Each line below containing the word "linejoin" needs to be shown.

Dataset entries
--*--
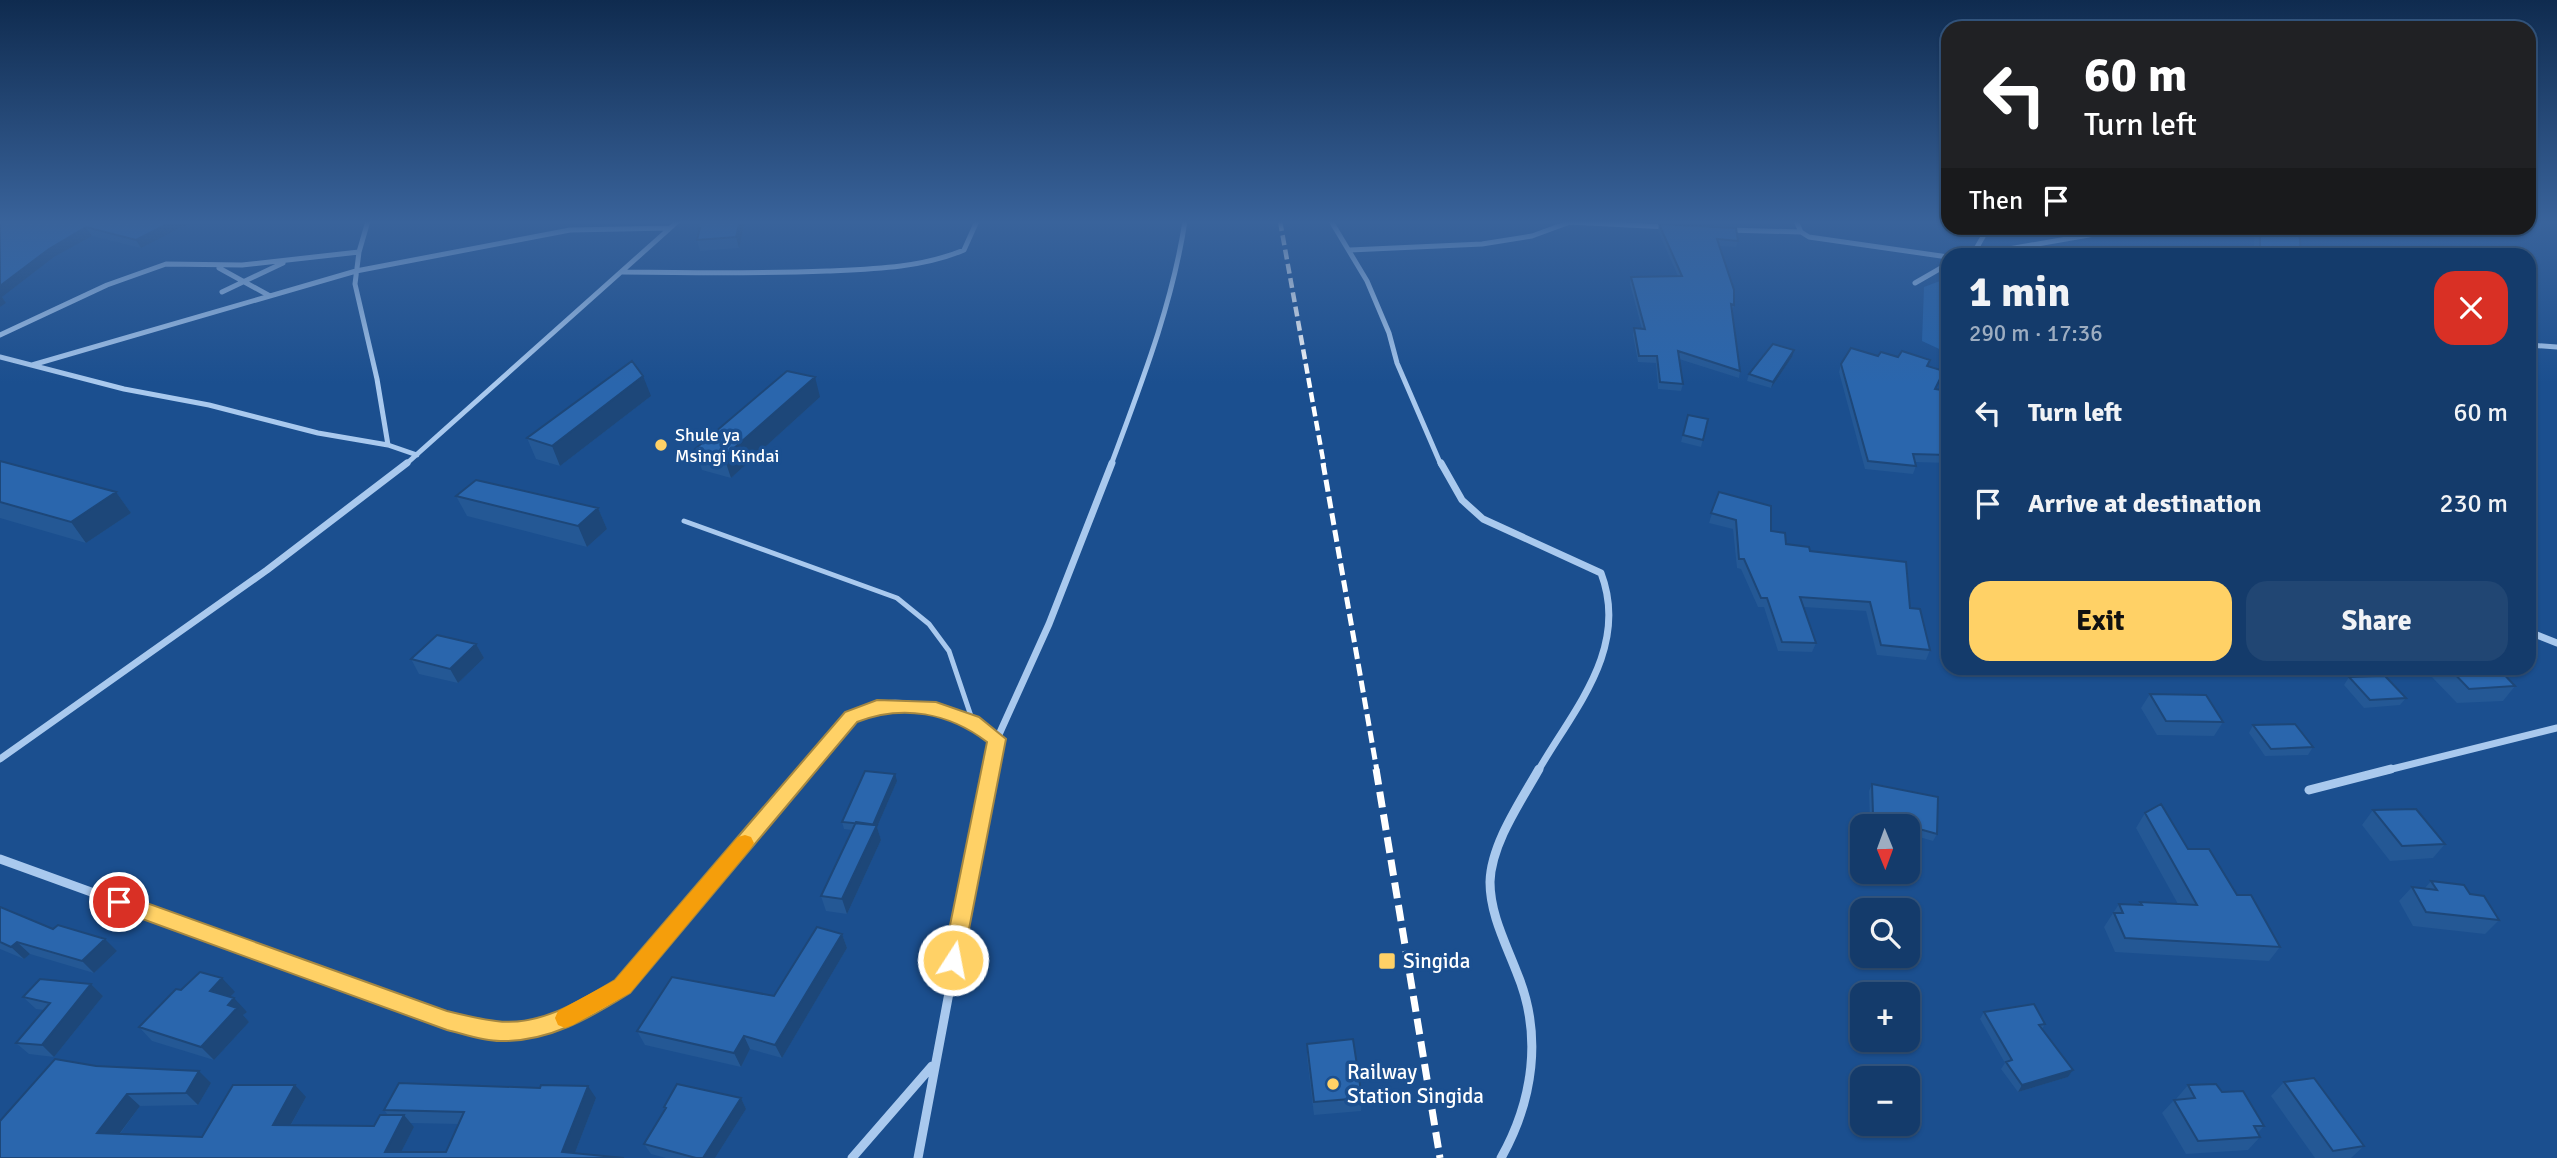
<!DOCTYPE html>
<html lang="en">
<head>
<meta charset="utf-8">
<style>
	:root { --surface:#143b6b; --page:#214673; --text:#f1f3f6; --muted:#9dadc1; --line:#33557e; --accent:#ffd166 }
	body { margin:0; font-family:Signika,sans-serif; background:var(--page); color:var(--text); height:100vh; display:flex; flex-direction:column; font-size:26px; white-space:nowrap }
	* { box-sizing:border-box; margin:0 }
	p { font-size:23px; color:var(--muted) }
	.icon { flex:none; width:38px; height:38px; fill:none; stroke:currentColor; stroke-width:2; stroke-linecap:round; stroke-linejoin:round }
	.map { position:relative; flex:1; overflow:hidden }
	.side { position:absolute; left:1941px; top:248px; width:595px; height:427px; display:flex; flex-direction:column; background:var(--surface); border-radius:21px; box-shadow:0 2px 5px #0004,0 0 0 2px var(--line) }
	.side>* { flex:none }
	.banner { position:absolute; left:1941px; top:21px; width:595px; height:214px; border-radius:21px; box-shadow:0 2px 5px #0004,0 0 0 2px var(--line); background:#202124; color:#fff; overflow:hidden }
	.needle { width:46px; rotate:179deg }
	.fabs { position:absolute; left:1850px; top:814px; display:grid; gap:14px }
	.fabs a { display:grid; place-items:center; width:70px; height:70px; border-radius:14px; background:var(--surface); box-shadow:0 2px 5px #0004,0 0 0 2px var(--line); font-size:35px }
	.pin { position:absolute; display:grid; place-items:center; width:60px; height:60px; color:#fff; margin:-30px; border:4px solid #fff; border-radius:50%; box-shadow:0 2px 7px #0007 }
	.me { position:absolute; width:77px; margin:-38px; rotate:11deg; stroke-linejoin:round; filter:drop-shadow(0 0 5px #0008) }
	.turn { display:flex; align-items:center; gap:24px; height:147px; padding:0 28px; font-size:32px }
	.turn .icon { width:91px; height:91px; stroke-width:2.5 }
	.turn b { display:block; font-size:49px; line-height:60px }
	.then { display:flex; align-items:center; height:66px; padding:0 28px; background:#0003; gap:14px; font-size:26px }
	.round { display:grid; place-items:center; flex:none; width:74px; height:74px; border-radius:21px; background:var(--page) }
	.overview { display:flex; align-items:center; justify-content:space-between; height:119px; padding:0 28px }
	h1 { font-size:42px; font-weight:700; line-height:52px }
	.action { display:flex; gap:14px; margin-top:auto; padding:14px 28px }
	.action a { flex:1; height:80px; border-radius:21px; background:var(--accent); color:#111; font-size:28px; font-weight:700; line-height:80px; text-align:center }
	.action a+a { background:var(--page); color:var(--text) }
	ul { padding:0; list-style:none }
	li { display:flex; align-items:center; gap:21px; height:91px; padding:0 28px }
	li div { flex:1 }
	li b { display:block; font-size:26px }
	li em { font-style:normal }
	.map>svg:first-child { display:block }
	.green { fill:#2461a8 }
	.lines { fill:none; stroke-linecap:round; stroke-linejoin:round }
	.service { stroke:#a9c9ee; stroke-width:5 }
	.minor-far2 { stroke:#a9c9ee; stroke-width:5 }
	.minor-far1 { stroke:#a9c9ee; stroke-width:7 }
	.minor { stroke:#a9c9ee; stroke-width:9 }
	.rail-far2 { stroke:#fff; stroke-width:4.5; stroke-dasharray:10 4.5; stroke-linecap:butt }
	.rail-far1 { stroke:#fff; stroke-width:5; stroke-dasharray:12 5; stroke-linecap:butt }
	.rail { stroke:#fff; stroke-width:7; stroke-dasharray:16 7; stroke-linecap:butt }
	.wall { fill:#245895; fill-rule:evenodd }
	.shaded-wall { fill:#1d4779 }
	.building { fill:#2a66ad; stroke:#1d4779; stroke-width:2 }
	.route { fill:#ffd166; stroke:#a68842; stroke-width:2 }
	.slow { fill:#f59e0b }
	.poi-dot { fill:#ffd166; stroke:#1b4f8f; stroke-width:2.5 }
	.labels { text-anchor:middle; stroke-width:7; stroke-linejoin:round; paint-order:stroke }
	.poi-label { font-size:18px; fill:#fff; stroke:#1b4f8f; text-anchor:start }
	.near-poi-label { font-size:21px; fill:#fff; stroke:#1b4f8f; text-anchor:start }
</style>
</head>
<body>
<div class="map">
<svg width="2557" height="1158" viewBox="0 0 2557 1158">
	<rect width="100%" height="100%" fill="#1b4f8f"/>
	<path class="green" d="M1948 278V353L1922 341 1924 287Z"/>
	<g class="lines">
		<path class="service" d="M684 521 897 598 929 624 949 651 973 722"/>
		<path class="minor-far2" d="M368 221 359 252 355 284 377 379 388 445
			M1331 221 1367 281 1389 333 1397 363 1441 465
			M1796 221 1801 232 1809 237 1948 257
			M1728 230 1801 232
			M1350 250 1482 244 1532 236 1570 222 1667 227
			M1973 254 1988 228
			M1969 256 2129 228
			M219 268 270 296
			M622 272C690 273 758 274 827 271 873 269 921 268 964 250L977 221
			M1915 283 1948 264
			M222 292 283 263
			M0 335 107 285 166 264 242 265 359 252
			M2529 345 2557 347
			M0 357 124 389 209 405 318 433 388 445 417 455
			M32 365 356 271 570 230 670 228
			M405 465 678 221
			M1111 465C1141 384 1172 306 1185 221"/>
		<path class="minor-far1" d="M1441 463 1462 500 1483 519 1601 573C1630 649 1573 710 1538 771
			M2529 632 2557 643
			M0 759 267 570 407 463
			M805 771C819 754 833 732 850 718 891 685 960 715 997 739
			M991 771 997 739 1049 624 1112 463
			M2384 771 2557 728"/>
		<path class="minor" d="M2309 790 2391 769
			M0 859 447 1021 494 1031 534 1027 579 1011 622 986 806 769
			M852 1158 932 1066
			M918 1158 991 769
			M1501 1158C1533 1101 1543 1035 1517 973 1506 944 1490 914 1490 882 1491 844 1521 801 1539 769"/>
		<path class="rail-far2" d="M1280 221 1324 465"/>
		<path class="rail-far1" d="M1323 463 1377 771"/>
		<path class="rail" d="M1376 769 1440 1158"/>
	</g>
	<path class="wall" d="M0 221H194L141 248 92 236 54 257 2 297 6 303 0 307Z
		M745 221 739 248 700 251 697 240 699 232 698 228Z
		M1680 221H1734V224Z
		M1659 224 1738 241 1736 247 1720 246 1734 305 1732 312 1740 371 1739 378 1679 359 1683 384 1681 391 1658 389 1656 363 1638 362 1633 335 1634 328 1642 329 1630 284 1631 277 1678 276 1658 231Z
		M2254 228H2297L2301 256H2254Z
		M1878 356 1928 366 1944 371 1936 389 1948 391V463L1915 462 1916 466 1913 474 1865 469 1839 372 1841 364Z
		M1792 357 1771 388 1747 381 1749 374Z
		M651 396 560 466 536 459 527 438Z
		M820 397 731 478 702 470 695 449Z
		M1688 415 1708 419 1701 447 1681 442Z
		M0 460 1 461 116 492 131 513 86 543 0 518Z
		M1719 492 1771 531 1786 544 1810 551 1910 608 1930 650 1926 660 1877 655 1866 611 1804 607 1816 643 1812 652 1778 651 1764 607H1758L1741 569 1737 568 1733 529 1709 523Z
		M456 496 598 508 607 529 587 547 467 516Z
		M476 644 484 658 458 683 419 674 411 659Z
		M2435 668H2498L2515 686 2503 701 2457 703 2430 675Z
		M2349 677 2406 698 2400 705 2364 708 2344 685Z
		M2150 694 2223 722 2214 736 2157 735 2141 708Z
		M2253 725 2313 747 2308 755 2265 756 2249 733Z
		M897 781 877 827 881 840 847 914 826 911 821 896 852 830 844 829 842 822Z
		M1872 784 1937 834 1933 841 1909 834V829H1908V826H1895L1870 821 1869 791Z
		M2373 810 2445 844 2433 858 2390 861 2362 825Z
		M2145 813 2188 849 2237 895 2280 947 2269 961 2115 952 2104 927 2119 904 2138 905 2140 902 2178 904 2136 828Z
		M2431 881 2470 894 2499 920 2485 934 2413 926 2399 901 2412 887 2425 888Z
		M0 907 53 929 117 951 94 973 30 954 24 959 0 949Z
		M842 934 847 948 782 1058 750 1049 741 1067 645 1045 637 1031 774 996Z
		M91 984 103 996 54 1057 29 1054 16 1043 44 1010 36 1009 23 997Z
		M181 990 235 992 230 997 247 1012 243 1015 249 1022 214 1060 152 1041 139 1027Z
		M1984 1012 2045 1024 2042 1029 2073 1070 2068 1077 2018 1092 2001 1069 2005 1063 1980 1019Z
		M1307 1044 1362 1098 1361 1111 1314 1115 1307 1057Z
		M96 1066 211 1083 198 1105 140 1106 120 1134 202 1137 306 1097 291 1125 374 1126 388 1115 384 1110 596 1098 575 1153 0 1158ZM410 1123 459 1124 446 1152H401L414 1127Z
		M2284 1082 2364 1146 2351 1158H2315L2271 1096Z
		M2188 1085 2222 1092 2264 1126 2258 1133 2260 1137 2248 1150 2186 1154 2162 1113 2174 1100H2177L2176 1099Z
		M741 1098 746 1109 715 1158H666L651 1154 644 1144 665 1109 664 1107Z"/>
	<path class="shaded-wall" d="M173 221H194L141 248 136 240Z
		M740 221H745L739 248 736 237Z
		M86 227 92 236 54 257 2 297 6 303 0 307V286L49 249Z
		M1794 350 1792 357 1771 388 1773 382Z
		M643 376 651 396 560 466 552 446Z
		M815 377 820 397 731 478 724 457Z
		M116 492 131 513 86 543 71 522Z
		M598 508 607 529 587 547 578 526Z
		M476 644 484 658 458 683 450 669Z
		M895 774 897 781 877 827 881 840 847 914 842 899Z
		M842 934 847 948 782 1058 775 1045Z
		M105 939 117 951 94 973 82 961Z
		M17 942 30 954 24 959 11 947Z
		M222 978 235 992 222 1005 210 991Z
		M91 984 103 996 54 1057 42 1045Z
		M234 998 247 1012 243 1015 249 1022 214 1060 201 1047 228 1005Z
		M744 1036 750 1049 741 1067 734 1053Z
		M2073 1070 2068 1077 2018 1092 2022 1085Z
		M199 1071 211 1083 198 1105 186 1093Z
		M295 1085 306 1097 284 1137 273 1125Z
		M588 1086 596 1098 573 1158 562 1152Z
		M127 1094 140 1106 111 1145 97 1133Z
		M741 1098 746 1109 715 1158H703Z
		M404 1115 414 1127 398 1158 385 1152Z"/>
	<path class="building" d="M0 221H173L136 240 86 227 49 249 0 286Z
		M700 221H740L736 237 697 240 700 228H698Z
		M1659 224 1736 228 1738 241 1717 239 1734 290V305L1731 304 1740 371 1678 351 1683 384 1660 382 1657 356H1639L1634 328 1645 329 1631 277 1682 276Z
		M2260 228H2297L2300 239 2301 256H2290L2260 250Z
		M1773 344 1794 350 1773 382 1749 374Z
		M1851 348 1878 356 1881 352 1898 357 1902 351 1930 360 1927 366 1944 371 1935 389 1948 391V455L1913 454 1916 466 1868 461 1841 364Z
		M632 361 643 376 552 446 527 438Z
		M787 371 815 377 724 457 695 449Z
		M1688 415 1708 419 1703 440 1683 435Z
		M0 461 116 492 71 522 0 502Z
		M476 480 598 508 578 526 456 496Z
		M1719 492 1771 506V531L1785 533 1786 544 1809 547 1810 551 1906 562 1910 608 1920 609 1930 650 1881 645 1870 602 1800 597 1816 643 1782 642 1767 598H1761L1744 559H1739L1736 520 1711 513Z
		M437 635 476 644 450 669 411 659Z
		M2449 668H2498L2515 686 2469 689Z
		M2385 676 2406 698 2370 700 2349 677Z
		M2150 694 2206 695 2223 722 2166 721Z
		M2295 724 2313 747 2271 749 2253 725Z
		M865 771 895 774 873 825 842 822Z
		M1872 784 1938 797 1937 834 1912 827 1913 822 1873 814Z
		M2161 804 2188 849H2209L2237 895H2251L2280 947 2125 938 2114 913H2123L2119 904 2142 905 2140 902 2197 905 2145 813Z
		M2416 809 2445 844 2402 846 2373 810Z
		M856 822 877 825 842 899 821 896Z
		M2431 881 2464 885 2470 894 2484 896 2499 920 2426 912 2412 887 2437 890Z
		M0 907 53 929 58 925 105 939 82 961 17 942 11 947 0 942Z
		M817 927 842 934 775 1045 744 1036 734 1053 637 1031 672 977 774 996Z
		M200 972 222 978 210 991 234 998 228 1005 237 1008 201 1047 139 1027 176 989 181 990Z
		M40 979 91 984 42 1045 16 1043 50 1003 23 997Z
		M2034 1004 2045 1024 2039 1025 2073 1070 2022 1085 2006 1062 2012 1060 1984 1012Z
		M1353 1039 1362 1098 1314 1102 1307 1044Z
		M55 1059 96 1066 199 1071 186 1093 127 1094 97 1133 202 1137 233 1085H295L273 1125 374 1126 380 1115H404L385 1152H446L464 1112 384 1110 399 1083 540 1088 541 1085 588 1086 562 1152 624 1158H0V1121Z
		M2314 1078 2364 1146 2333 1151 2284 1082Z
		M677 1084 741 1098 703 1158H696L644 1144 666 1108 664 1107Z
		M2216 1084 2222 1092 2243 1091 2264 1126H2254L2260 1137 2198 1141 2174 1100 2195 1098 2188 1085Z"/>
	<linearGradient id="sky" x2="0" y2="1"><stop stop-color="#0f2b4f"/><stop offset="0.58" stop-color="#39639b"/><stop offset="1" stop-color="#39639b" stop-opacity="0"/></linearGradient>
	<rect width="2557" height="383" fill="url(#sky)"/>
	<path class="route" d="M877 700 936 702 979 717 1006 739 963 960 960 966 953 969 946 966 943 960 987 742C949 713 903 704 857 722L630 993C590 1018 549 1042 500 1041 483 1041 464 1034 447 1030L112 908 109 902 112 896 119 893 447 1011C463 1015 480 1019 496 1021 539 1027 580 1001 615 980L845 712Z"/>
	<path class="slow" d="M745 835 751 837 754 843 751 848 630 993 573 1025 565 1028 558 1025 555 1018 558 1011 615 980 738 837Z"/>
	<g class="poi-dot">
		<circle cx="661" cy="445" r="7"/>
		<rect x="1378" y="952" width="18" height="18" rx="3.5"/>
		<circle cx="1333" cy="1084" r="7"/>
	</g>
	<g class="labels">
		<g class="poi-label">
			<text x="675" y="441">Shule ya<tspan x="675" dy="21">Msingi Kindai</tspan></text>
		</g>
		<g class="near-poi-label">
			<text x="1403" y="968">Singida</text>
			<text x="1347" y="1079">Railway<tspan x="1347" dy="24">Station Singida</tspan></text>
		</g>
	</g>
</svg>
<div class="fabs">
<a><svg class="needle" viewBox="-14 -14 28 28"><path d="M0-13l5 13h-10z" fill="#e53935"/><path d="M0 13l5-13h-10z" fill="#9dadc1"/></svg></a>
<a><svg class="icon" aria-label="search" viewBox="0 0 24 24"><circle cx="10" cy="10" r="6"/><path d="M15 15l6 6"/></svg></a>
<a>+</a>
<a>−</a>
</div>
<div class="pin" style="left:119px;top:902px;background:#d93025"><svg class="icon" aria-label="arrive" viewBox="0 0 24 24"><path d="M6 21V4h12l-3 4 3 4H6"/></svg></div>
<svg class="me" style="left:953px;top:960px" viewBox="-20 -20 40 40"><circle r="17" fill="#ffd166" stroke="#fff" stroke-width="3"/><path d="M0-11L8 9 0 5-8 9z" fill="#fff"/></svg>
<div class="banner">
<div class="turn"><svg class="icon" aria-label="left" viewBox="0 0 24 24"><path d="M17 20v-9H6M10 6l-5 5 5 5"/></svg><div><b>60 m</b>Turn left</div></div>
<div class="then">Then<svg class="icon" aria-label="arrive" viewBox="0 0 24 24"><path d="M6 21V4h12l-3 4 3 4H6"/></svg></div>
</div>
<section class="side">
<div class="overview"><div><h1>1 min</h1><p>290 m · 17:36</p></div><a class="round" style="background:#d93025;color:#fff"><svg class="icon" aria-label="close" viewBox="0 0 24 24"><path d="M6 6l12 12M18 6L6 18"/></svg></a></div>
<ul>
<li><svg class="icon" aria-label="left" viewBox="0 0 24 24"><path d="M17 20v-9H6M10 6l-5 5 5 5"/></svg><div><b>Turn left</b></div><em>60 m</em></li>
<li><svg class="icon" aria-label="arrive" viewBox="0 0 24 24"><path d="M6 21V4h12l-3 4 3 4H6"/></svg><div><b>Arrive at destination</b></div><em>230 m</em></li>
</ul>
<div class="action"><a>Exit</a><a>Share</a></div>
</section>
</div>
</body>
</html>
--*--
RESULT OF THIS EXERCISE
	.icon { flex:none; width:38px; height:38px; fill:none; stroke:currentColor; stroke-width:2; stroke-linecap:round; stroke-linejoin:round }
	.me { position:absolute; width:77px; margin:-38px; rotate:11deg; stroke-linejoin:round; filter:drop-shadow(0 0 5px #0008) }
	.lines { fill:none; stroke-linecap:round; stroke-linejoin:round }
	.labels { text-anchor:middle; stroke-width:7; stroke-linejoin:round; paint-order:stroke }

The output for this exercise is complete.